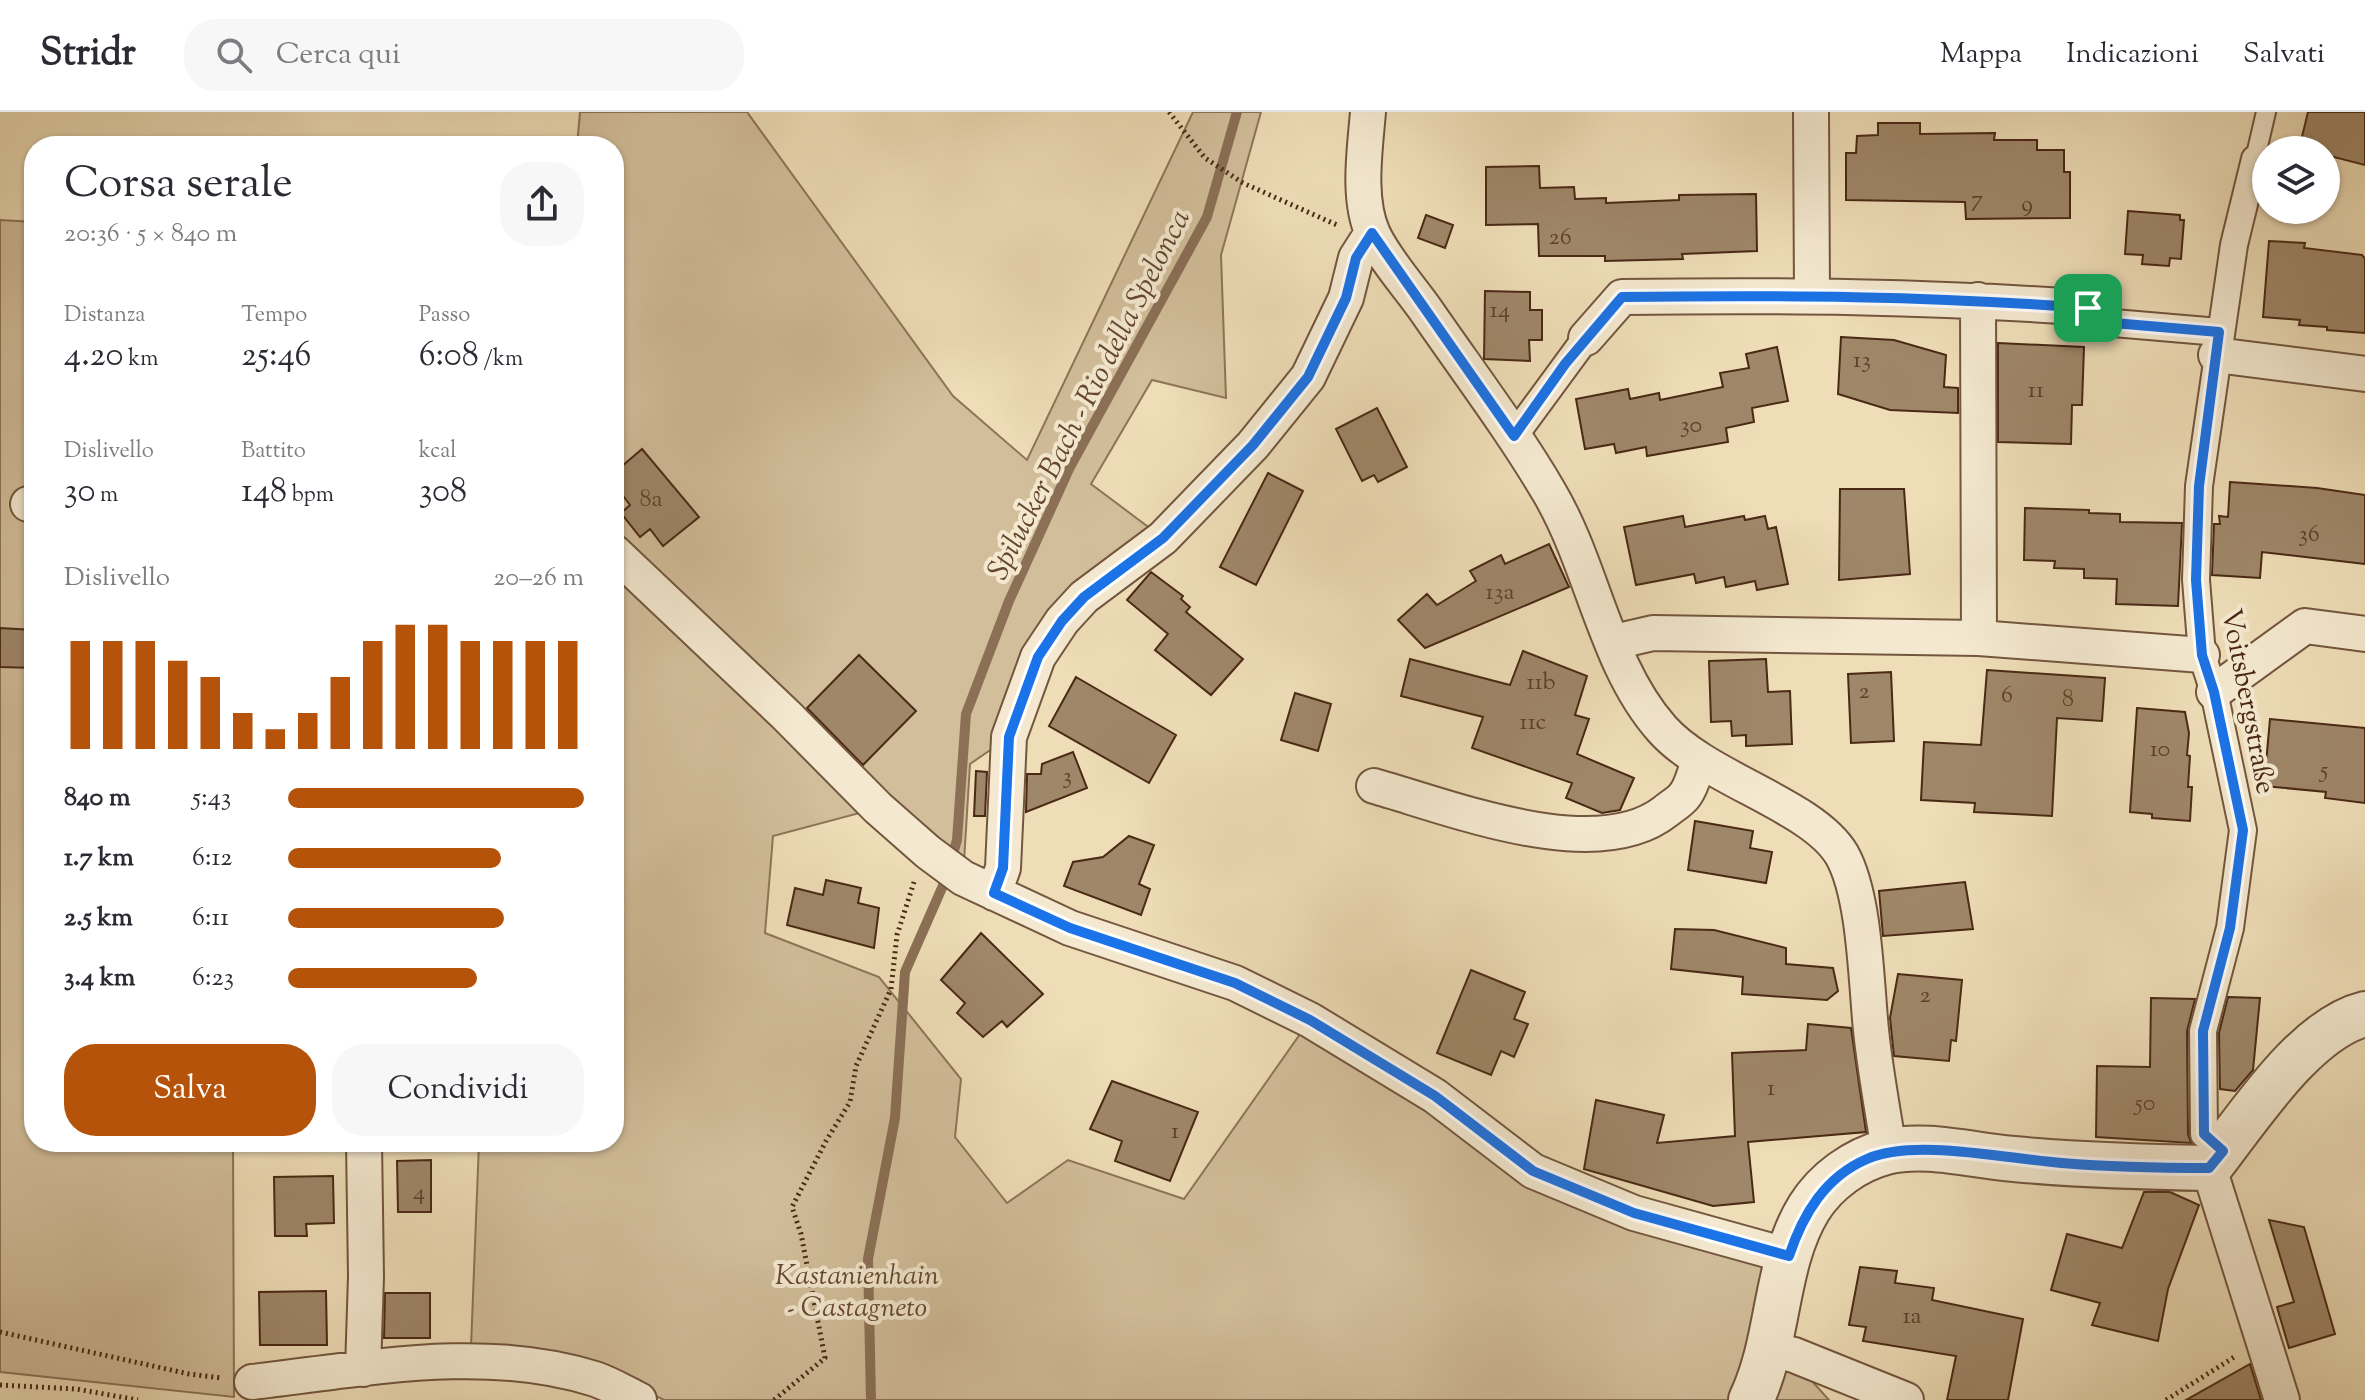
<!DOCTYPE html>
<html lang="it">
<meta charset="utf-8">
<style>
body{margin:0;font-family:"Sorts Mill Goudy",serif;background:#f7f7f7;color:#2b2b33;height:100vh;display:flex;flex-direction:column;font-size:30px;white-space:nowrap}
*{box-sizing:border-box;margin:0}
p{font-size:26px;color:#7c7c81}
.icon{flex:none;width:44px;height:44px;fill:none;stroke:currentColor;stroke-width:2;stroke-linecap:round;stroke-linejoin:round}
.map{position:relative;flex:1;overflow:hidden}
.side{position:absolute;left:24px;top:24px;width:600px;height:1016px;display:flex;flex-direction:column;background:#fff;border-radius:32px;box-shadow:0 2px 6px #0004}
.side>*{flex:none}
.controls{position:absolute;left:2252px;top:24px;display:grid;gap:16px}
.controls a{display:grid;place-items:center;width:88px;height:88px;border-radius:50%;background:#fff;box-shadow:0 2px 6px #0004;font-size:40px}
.pin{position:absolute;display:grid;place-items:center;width:68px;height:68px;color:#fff;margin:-34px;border-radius:16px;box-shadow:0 4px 12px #0006}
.round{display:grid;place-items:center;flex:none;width:84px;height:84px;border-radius:32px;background:#f7f7f7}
.overview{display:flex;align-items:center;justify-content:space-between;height:136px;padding:0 40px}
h1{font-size:44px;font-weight:600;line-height:60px}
.figures{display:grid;grid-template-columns:repeat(3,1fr);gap:12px;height:136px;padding:8px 40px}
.figures div{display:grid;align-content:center}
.figures b{font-size:34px;font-weight:600}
.figures small{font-size:22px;font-weight:400}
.figures p{font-size:22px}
.chart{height:224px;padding:16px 40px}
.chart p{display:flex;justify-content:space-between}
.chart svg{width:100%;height:144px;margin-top:8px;stroke:#b45309;stroke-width:6}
.button{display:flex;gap:16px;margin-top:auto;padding:16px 40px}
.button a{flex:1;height:92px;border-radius:32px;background:#b45309;color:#fff;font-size:32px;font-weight:600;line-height:92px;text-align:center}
.button a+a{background:#f7f7f7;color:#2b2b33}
ul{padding:0 40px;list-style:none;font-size:26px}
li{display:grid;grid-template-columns:128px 96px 1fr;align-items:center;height:60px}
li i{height:20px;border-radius:10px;background:#b45309}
header{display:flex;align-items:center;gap:48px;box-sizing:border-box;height:112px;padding:0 40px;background:#fff;border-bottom:2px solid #e1e1e2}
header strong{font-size:38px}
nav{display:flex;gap:44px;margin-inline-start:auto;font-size:28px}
.search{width:560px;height:72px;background:#f7f7f7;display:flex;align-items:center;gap:20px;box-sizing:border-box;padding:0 28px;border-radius:32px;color:#7c7c81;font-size:30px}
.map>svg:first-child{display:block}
</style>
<header>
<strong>Stridr</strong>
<div class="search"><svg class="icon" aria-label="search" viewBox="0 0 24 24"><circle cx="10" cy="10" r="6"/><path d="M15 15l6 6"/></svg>Cerca qui</div>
<nav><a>Mappa</a><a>Indicazioni</a><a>Salvati</a></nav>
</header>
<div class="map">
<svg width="2365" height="1288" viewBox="0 0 2365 1288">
<rect width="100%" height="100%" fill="#eeddb7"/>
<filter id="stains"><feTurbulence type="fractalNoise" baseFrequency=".0025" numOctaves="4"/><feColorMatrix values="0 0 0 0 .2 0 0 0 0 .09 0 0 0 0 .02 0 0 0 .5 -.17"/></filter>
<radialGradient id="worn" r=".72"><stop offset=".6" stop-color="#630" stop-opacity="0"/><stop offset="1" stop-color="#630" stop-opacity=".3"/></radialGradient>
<path fill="#d2be9b" stroke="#8e7458" stroke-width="2" d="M 580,0 L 747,0 L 953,284 L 1027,348 L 1193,0 L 1261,0 L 1221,143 L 1226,286 L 1152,268 L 1091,372 L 1163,426 L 1084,485 L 1009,625 L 970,652 L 963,766 L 878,696 L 773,724 L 765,821 L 879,865 L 961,967 L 955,1025 L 1007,1091 L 1068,1048 L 1184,1087 L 1310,908 L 1533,1059 L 1789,1144 L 1770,1236 L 1811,1268 L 1829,1288 L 664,1288 L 601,1257 L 471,1235 L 479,1030 L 614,1030 L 614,34 L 577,34 Z
M 0,108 L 34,110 L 34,1030 L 233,1030 L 234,1285 L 0,1260 Z"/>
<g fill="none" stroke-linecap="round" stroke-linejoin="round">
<path stroke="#8b7055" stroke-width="10" d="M 871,1288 L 868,1147 L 895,1006 L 905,860 L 945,769 L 957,728 L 966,602 L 1009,489 L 1070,355 L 1207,105 L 1237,0"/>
</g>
<path fill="#9f8769" stroke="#4a2915" stroke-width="2" d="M 2308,0 L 2365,0 L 2365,53 L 2326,43 L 2326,38 L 2299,37 Z
M 1878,11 L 1920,11 L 1920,22 L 1995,21 L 1994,28 L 2037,28 L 2037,38 L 2064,38 L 2064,60 L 2070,60 L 2070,106 L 1966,107 L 1965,90 L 1846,88 L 1846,41 L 1856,41 L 1857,24 L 1878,23 Z
M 1539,54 L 1540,76 L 1574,75 L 1575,87 L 1606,86 L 1606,91 L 1679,88 L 1679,83 L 1756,82 L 1757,139 L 1682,142 L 1683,147 L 1605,149 L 1605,144 L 1539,144 L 1538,112 L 1486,113 L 1486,55 Z
M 2128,99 L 2180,103 L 2180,108 L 2184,108 L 2181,147 L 2170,146 L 2169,154 L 2142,152 L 2143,143 L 2125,142 Z
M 1426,103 L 1453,113 L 1445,136 L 1418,126 Z
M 2269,129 L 2305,131 L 2304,136 L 2362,143 L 2365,147 L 2365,221 L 2327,218 L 2327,215 L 2299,213 L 2300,208 L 2263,205 Z
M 1485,179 L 1530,180 L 1530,198 L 1542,198 L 1542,228 L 1529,228 L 1530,249 L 1484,247 Z
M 1841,225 L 1894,228 L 1946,243 L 1944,275 L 1958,276 L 1958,301 L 1890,298 L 1838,282 Z
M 1998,231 L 2084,235 L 2082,293 L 2072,293 L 2071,332 L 1998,330 Z
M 1777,235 L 1788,289 L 1752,296 L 1754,310 L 1726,316 L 1728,330 L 1647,344 L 1646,335 L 1616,341 L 1614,332 L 1585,337 L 1576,287 L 1628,277 L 1630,287 L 1659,281 L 1660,288 L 1723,275 L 1720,261 L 1749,256 L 1746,242 Z
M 1377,296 L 1407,355 L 1378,370 L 1374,363 L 1362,369 L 1336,317 Z
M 642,337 L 699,405 L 663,434 L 650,417 L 640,425 L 621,401 L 630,393 L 614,372 L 614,361 Z
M 1268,361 L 1303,379 L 1256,473 L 1220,455 Z
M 2230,370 L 2317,376 L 2365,383 L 2365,452 L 2262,440 L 2260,466 L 2212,463 L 2214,412 L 2220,412 L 2219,404 L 2228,405 Z
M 1840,377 L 1904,377 L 1910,462 L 1839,468 Z
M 2025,396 L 2089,398 L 2089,401 L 2120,402 L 2120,410 L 2182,411 L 2178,494 L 2116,492 L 2117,467 L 2084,466 L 2084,457 L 2054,456 L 2055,449 L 2024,448 Z
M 1683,404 L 1685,415 L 1744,404 L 1745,408 L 1765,404 L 1768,417 L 1776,415 L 1788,472 L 1757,478 L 1755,469 L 1726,475 L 1724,465 L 1696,471 L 1694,462 L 1636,473 L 1624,415 Z
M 1549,432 L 1569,475 L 1425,536 L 1398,508 L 1427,482 L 1437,493 L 1476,469 L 1470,459 L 1501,443 L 1505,452 Z
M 1151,460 L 1183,484 L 1181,487 L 1190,495 L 1186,500 L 1243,547 L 1211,583 L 1155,538 L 1168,522 L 1127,488 Z
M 0,516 L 34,518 L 34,556 L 0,555 Z
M 1523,539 L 1587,564 L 1575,603 L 1589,607 L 1577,642 L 1634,666 L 1620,698 L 1602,701 L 1566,686 L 1572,671 L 1472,636 L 1483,605 L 1401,584 L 1410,547 L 1510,573 Z
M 859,543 L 916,599 L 863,653 L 807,596 Z
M 1766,547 L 1768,580 L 1790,579 L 1792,632 L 1746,634 L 1746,623 L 1732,624 L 1731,609 L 1711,610 L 1709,549 Z
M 1987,558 L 2105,566 L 2102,609 L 2057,606 L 2052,704 L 1974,700 L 1975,691 L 1921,688 L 1924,630 L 1981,633 Z
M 1891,560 L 1894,629 L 1851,631 L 1848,562 Z
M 1076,565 L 1176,623 L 1149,671 L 1049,614 Z
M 1295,581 L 1331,592 L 1318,639 L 1281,628 Z
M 2137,596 L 2185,600 L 2189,621 L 2187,643 L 2190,644 L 2188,675 L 2192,675 L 2190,709 L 2152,706 L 2152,702 L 2130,700 Z
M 2270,607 L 2365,616 L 2365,691 L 2325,686 L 2326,680 L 2264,674 Z
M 1073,640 L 1087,676 L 1026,700 L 1027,662 L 1041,662 L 1042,652 Z
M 976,659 L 987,660 L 985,704 L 974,704 Z
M 1695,709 L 1753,719 L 1750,736 L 1772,740 L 1766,771 L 1688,758 Z
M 1129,724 L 1154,733 L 1139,772 L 1150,777 L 1141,803 L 1064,774 L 1073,750 L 1103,745 Z
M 826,768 L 861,776 L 858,791 L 879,796 L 874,836 L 787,813 L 795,776 L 823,783 Z
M 1965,770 L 1973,817 L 1883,824 L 1879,779 Z
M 1675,817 L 1714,818 L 1786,836 L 1786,852 L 1833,856 L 1838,879 L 1827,888 L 1742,882 L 1743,865 L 1671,857 Z
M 981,821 L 1043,882 L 1007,915 L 1002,909 L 983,925 L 957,901 L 965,891 L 941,868 Z
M 1471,858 L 1525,880 L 1514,907 L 1528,912 L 1514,945 L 1501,939 L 1491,963 L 1437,941 Z
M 1898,862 L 1962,868 L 1956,929 L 1951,928 L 1949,949 L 1894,944 L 1890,906 Z
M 2228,885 L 2260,886 L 2253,958 L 2235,979 L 2220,977 L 2219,921 Z
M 2151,886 L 2195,887 L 2187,919 L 2188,1022 L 2191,1031 L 2096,1025 L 2097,954 L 2150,955 Z
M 1808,912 L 1851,916 L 1866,1020 L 1748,1030 L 1754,1090 L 1713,1094 L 1584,1057 L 1596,988 L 1664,1003 L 1657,1031 L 1735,1024 L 1732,941 L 1806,938 Z
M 1112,969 L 1198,1000 L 1170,1069 L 1115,1049 L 1122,1029 L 1090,1017 Z
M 431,1048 L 431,1100 L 398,1100 L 397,1049 Z
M 333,1064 L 334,1111 L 306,1112 L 307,1124 L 275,1124 L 274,1065 Z
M 2144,1080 L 2170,1080 L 2199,1093 L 2168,1177 L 2158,1229 L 2092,1213 L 2100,1191 L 2051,1178 L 2067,1122 L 2122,1136 Z
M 2269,1108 L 2304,1115 L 2335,1222 L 2289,1236 L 2277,1195 L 2294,1190 Z
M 1860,1155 L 1897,1159 L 1895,1171 L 1934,1176 L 1932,1188 L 2023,1207 L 2008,1288 L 1947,1288 L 1956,1244 L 1863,1229 L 1866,1215 L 1849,1213 Z
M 326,1179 L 327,1233 L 260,1233 L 259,1180 Z
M 385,1181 L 430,1181 L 430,1226 L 384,1226 Z
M 2250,1252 L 2261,1288 L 2186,1288 Z"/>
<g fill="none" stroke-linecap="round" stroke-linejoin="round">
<defs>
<path id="service" d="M 2255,47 L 2266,0"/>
<path id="pedestrian" d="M 2088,196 L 2102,210 L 2219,220
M 1514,324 L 1586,226
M 2223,1039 L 2204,1022 L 2203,919 L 2230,816 L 2243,718 L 2214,580 L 2202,543 L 2196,468 L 2199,374 L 2234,133 L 2255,47"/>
<path id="minor" d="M 1368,0 C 1365,37 1357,87 1373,122 C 1385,148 1408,173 1425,197 C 1467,258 1512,317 1549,380 C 1593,454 1605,553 1662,617 C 1706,667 1813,693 1842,743 C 1865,784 1866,869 1871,918 C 1875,958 1883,999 1889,1039
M 1811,0 L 1812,183
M 1978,188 L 1979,526
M 1586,226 L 1622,185 C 1778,183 1932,184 2088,196
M 2216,243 L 2365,262
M 28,392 L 34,393
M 614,440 L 786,603 L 878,696 L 928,740 L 963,766 L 1070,816 L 1235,871 L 1310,908 L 1435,984 L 1533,1059 L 1634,1101 L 1789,1144
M 1614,530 L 1653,521 L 1979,526 L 2202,543
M 2214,580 L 2305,514 L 2365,522
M 1374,674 C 1452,696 1597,754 1666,699 C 1672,694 1681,689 1685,683 C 1692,674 1695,659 1699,649
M 994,781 L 1003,756 L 1009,625 L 1038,545 L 1062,509 L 1084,485 L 1163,426 L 1253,333 L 1308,265 L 1346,186 L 1356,146 L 1372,121
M 2209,1056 L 2282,1288
M 1770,1237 L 1794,1243 L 1906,1288
M 363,1257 L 366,1165 L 364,1030
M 252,1270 C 365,1257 484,1232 595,1267 C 610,1272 625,1281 639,1288"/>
<path id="tertiary" d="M 1751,1288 C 1780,1228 1774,1153 1809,1096 C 1826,1069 1855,1048 1886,1040 C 1925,1030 1974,1044 2014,1047 C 2079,1053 2144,1055 2209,1056 C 2247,1008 2304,917 2365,902"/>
</defs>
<use href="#service" stroke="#73563e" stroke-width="22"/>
<use href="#pedestrian" stroke="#73563e" stroke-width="30"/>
<use href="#minor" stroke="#73563e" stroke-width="38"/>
<use href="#tertiary" stroke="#73563e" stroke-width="48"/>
<path stroke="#4a2915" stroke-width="5" stroke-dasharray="2 4" stroke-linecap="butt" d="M 1169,0 L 1205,46 L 1243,71 L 1337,113
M 0,1220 L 189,1262 L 222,1266
M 0,1273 L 76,1277 L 138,1288
M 774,1288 L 825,1246 L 801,1122 L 792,1095 L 826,1029 L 850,990 L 856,954 L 891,877 L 897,823 L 915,767
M 2166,1288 L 2236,1244"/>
<use href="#service" stroke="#f4e9d0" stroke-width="18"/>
<use href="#pedestrian" stroke="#f4e9d0" stroke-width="26"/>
<use href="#minor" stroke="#f4e9d0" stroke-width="34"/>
<use href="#tertiary" stroke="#f4e9d0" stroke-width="44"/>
</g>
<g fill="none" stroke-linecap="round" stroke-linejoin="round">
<defs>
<path id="route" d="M 1372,121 L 1514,324 L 1565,252 L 1622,185 C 1778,183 1932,184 2088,196 L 2102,210 L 2219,220 L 2199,374 L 2196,468 L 2202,543 L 2214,580 L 2243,718 L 2230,816 L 2203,919 L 2204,1022 L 2223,1039 L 2209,1056 C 2160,1056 2111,1055 2062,1051 C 2008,1047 1914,1026 1867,1047 C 1825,1065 1803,1102 1789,1144 L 1634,1101 L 1533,1059 L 1435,984 L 1310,908 L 1235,871 L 1070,816 L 994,781 L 1003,756 L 1009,625 L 1038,545 L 1062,509 L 1084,485 L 1163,426 L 1253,333 L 1308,265 L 1346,186 L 1356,146 Z"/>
</defs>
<use href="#route" stroke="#fff" stroke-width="16"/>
<use href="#route" stroke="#1a73e8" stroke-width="10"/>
</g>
<g text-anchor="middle" stroke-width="8" stroke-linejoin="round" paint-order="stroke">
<g font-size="24" fill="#5f402a">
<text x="1977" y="94">7</text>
<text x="2027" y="99">9</text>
<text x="1560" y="132">26</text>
<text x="1500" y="205">14</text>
<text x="1862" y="255">13</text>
<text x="2036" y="285">11</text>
<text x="1691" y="320">30</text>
<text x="651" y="394">8a</text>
<text x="2309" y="429">36</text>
<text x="1500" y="487">13a</text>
<text x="1541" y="577">11b</text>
<text x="1864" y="586">2</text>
<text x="2007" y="590">6</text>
<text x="2068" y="594">8</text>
<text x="1533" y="617">11c</text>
<text x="2160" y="644">10</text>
<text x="2324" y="665">5</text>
<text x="1067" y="671">3</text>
<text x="1925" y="890">2</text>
<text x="1771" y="983">1</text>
<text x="2145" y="998">50</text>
<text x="1175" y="1026">1</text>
<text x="419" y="1087">4</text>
<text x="1912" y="1211">1a</text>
</g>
<g font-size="28" fill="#4a2915" stroke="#f4e9d0">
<text transform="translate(2250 589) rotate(79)" y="10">Voitsbergstraße</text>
</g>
<g font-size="28" font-style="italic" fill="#654730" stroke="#f4e9d0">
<text x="857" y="1172">Kastanienhain<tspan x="857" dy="32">- Castagneto</tspan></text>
</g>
<g font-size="30" font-style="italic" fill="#654730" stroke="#f4e9d0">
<text transform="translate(1088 282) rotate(-63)" y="10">Spilucker Bach - Rio della Spelonca</text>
</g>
</g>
<rect width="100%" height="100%" filter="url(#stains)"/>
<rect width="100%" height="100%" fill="url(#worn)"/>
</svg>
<div class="controls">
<a><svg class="icon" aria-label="layers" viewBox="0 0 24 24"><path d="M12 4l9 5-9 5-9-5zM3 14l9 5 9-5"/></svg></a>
</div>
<div class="pin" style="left:2088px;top:196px;background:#1e9e55"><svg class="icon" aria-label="arrive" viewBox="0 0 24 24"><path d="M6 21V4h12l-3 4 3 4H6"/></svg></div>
<section class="side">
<div class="overview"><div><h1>Corsa serale</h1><p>20:36 · 5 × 840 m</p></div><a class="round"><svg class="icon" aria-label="share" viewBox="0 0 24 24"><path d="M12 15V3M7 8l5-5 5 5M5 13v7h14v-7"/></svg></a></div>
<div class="figures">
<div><p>Distanza</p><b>4.20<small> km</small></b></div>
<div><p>Tempo</p><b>25:46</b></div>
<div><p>Passo</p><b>6:08<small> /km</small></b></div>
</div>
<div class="figures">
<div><p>Dislivello</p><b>30<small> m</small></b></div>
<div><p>Battito</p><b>148<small> bpm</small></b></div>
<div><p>kcal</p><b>308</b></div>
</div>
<div class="chart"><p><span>Dislivello</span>20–26 m</p>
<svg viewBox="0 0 160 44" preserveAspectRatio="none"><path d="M5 44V11M15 44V11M25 44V11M35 44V17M45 44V22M55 44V33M65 44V38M75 44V33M85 44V22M95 44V11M105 44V6M115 44V6M125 44V11M135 44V11M145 44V11M155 44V11"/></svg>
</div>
<ul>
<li><b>840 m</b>5:43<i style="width:100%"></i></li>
<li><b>1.7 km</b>6:12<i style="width:72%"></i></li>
<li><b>2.5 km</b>6:11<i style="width:73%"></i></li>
<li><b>3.4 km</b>6:23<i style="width:64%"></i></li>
</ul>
<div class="button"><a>Salva</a><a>Condividi</a></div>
</section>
</div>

» YOUR TASK
Copy out each line from the listing that contains the string "controls".

» RESPONSE TO THE EXERCISE
.controls{position:absolute;left:2252px;top:24px;display:grid;gap:16px}
.controls a{display:grid;place-items:center;width:88px;height:88px;border-radius:50%;background:#fff;box-shadow:0 2px 6px #0004;font-size:40px}
<div class="controls">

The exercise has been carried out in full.